On Fri, Jan 13, 2023 at 1:58 PM Ilya Maximets <i.maxim...@ovn.org> wrote:
>
> On 1/12/23 21:55, David Marchand wrote:
> > As Ilya reported, we have a ABBA deadlock between DPDK vq->access_lock
> > and OVS dev->mutex when OVS main thread refreshes statistics, while a
> > vring state change event is being processed for a same vhost port.
> >
> > To break from this situation, move vring state change notifications
> > handling from the vhost-events DPDK thread, back to the OVS main thread
> > using a lockless queue.
> >
> > Reported-at: 
> > https://mail.openvswitch.org/pipermail/ovs-dev/2023-January/401101.html
> > Fixes: 3b29286db1c5 ("netdev-dpdk: Add per virtqueue statistics.")
> > Signed-off-by: David Marchand <david.march...@redhat.com>
> > ---
> >  lib/netdev-dpdk.c | 67 +++++++++++++++++++++++++++++++++++++----------
> >  1 file changed, 53 insertions(+), 14 deletions(-)
> >
> > diff --git a/lib/netdev-dpdk.c b/lib/netdev-dpdk.c
> > index 5e2d64651d..7946e7f2df 100644
> > --- a/lib/netdev-dpdk.c
> > +++ b/lib/netdev-dpdk.c
> > @@ -49,6 +49,7 @@
> >  #include "dpif-netdev.h"
> >  #include "fatal-signal.h"
> >  #include "if-notifier.h"
> > +#include "mpsc-queue.h"
> >  #include "netdev-provider.h"
> >  #include "netdev-vport.h"
> >  #include "odp-util.h"
> > @@ -4255,30 +4256,37 @@ destroy_device(int vid)
> >      }
> >  }
> >
> > -static int
> > -vring_state_changed(int vid, uint16_t queue_id, int enable)

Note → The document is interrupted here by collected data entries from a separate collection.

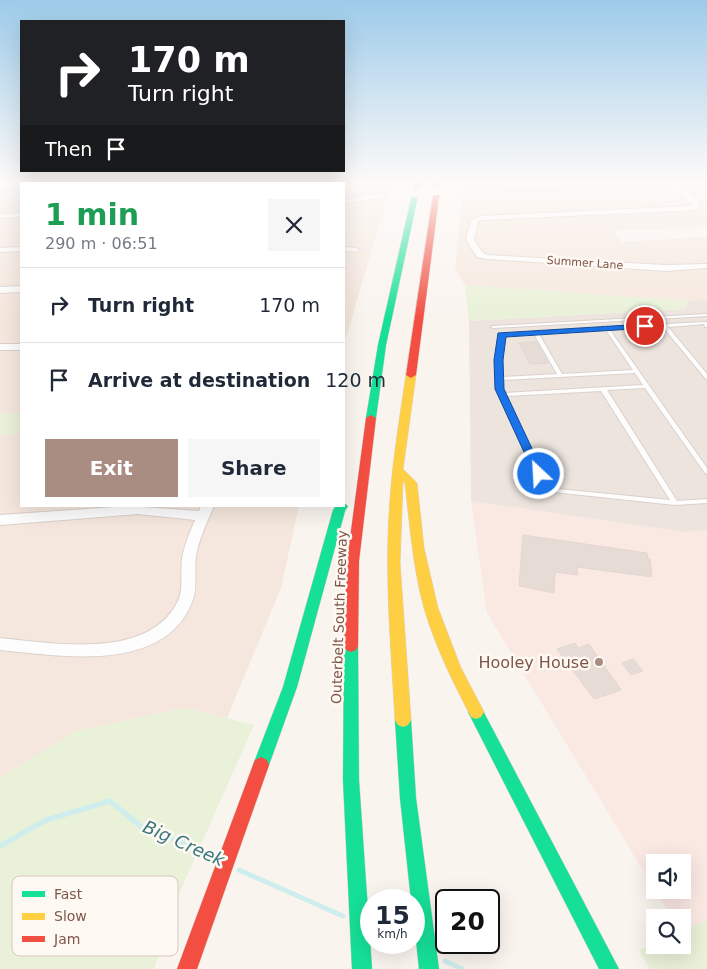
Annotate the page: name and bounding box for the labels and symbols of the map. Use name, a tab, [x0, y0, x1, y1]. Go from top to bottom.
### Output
street label: Summer Lane	[546, 254, 624, 272]
pin	[624, 305, 666, 347]
position arrow	[512, 447, 564, 499]
street label: Outerbelt South Freeway	[328, 530, 350, 704]
place label: Hooley House	[478, 653, 589, 672]
marker: Hooley House	[593, 656, 605, 668]
water label: Big Creek	[140, 816, 229, 871]
legend	[12, 876, 178, 956]
text: Fast	[54, 886, 83, 902]
speed limit sign: 20	[435, 889, 500, 954]
text: Slow	[54, 908, 87, 924]
text: Jam	[53, 931, 80, 947]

> > +static struct mpsc_queue vhost_state_change_queue
> > +    = MPSC_QUEUE_INITIALIZER(&vhost_state_change_queue);
> > +
> > +struct vhost_state_change {
> > +    struct mpsc_queue_node node;
> > +    char ifname[IF_NAME_SZ];
> > +    uint16_t queue_id;
> > +    int enable;
> > +};
> > +
> > +static void
> > +vring_state_changed__(struct vhost_state_change *sc)
> >  {
> >      struct netdev_dpdk *dev;
> >      bool exists = false;
> > -    int qid = queue_id / VIRTIO_QNUM;
> > -    bool is_rx = (queue_id % VIRTIO_QNUM) == VIRTIO_TXQ;
> > -    char ifname[IF_NAME_SZ];
> > -
> > -    rte_vhost_get_ifname(vid, ifname, sizeof ifname);
> > +    int qid = sc->queue_id / VIRTIO_QNUM;
> > +    bool is_rx = (sc->queue_id % VIRTIO_QNUM) == VIRTIO_TXQ;
> >
> >      ovs_mutex_lock(&dpdk_mutex);
> >      LIST_FOR_EACH (dev, list_node, &dpdk_list) {
> >          ovs_mutex_lock(&dev->mutex);
> > -        if (nullable_string_is_equal(ifname, dev->vhost_id)) {
> > +        if (nullable_string_is_equal(sc->ifname, dev->vhost_id)) {
> >              if (is_rx) {
> >                  bool old_state = dev->vhost_rxq_enabled[qid];
> >
> > -                dev->vhost_rxq_enabled[qid] = enable != 0;
> > +                dev->vhost_rxq_enabled[qid] = sc->enable != 0;
> >                  if (old_state != dev->vhost_rxq_enabled[qid]) {
> >                      netdev_change_seq_changed(&dev->up);
> >                  }
> >              } else {
> > -                if (enable) {
> > +                if (sc->enable) {
> >                      dev->tx_q[qid].map = qid;
> >                  } else {
> >                      dev->tx_q[qid].map = OVS_VHOST_QUEUE_DISABLED;
> > @@ -4295,11 +4303,41 @@ vring_state_changed(int vid, uint16_t queue_id, int 
> > enable)
> >
> >      if (exists) {
> >          VLOG_INFO("State of queue %d ( %s_qid %d ) of vhost device '%s' "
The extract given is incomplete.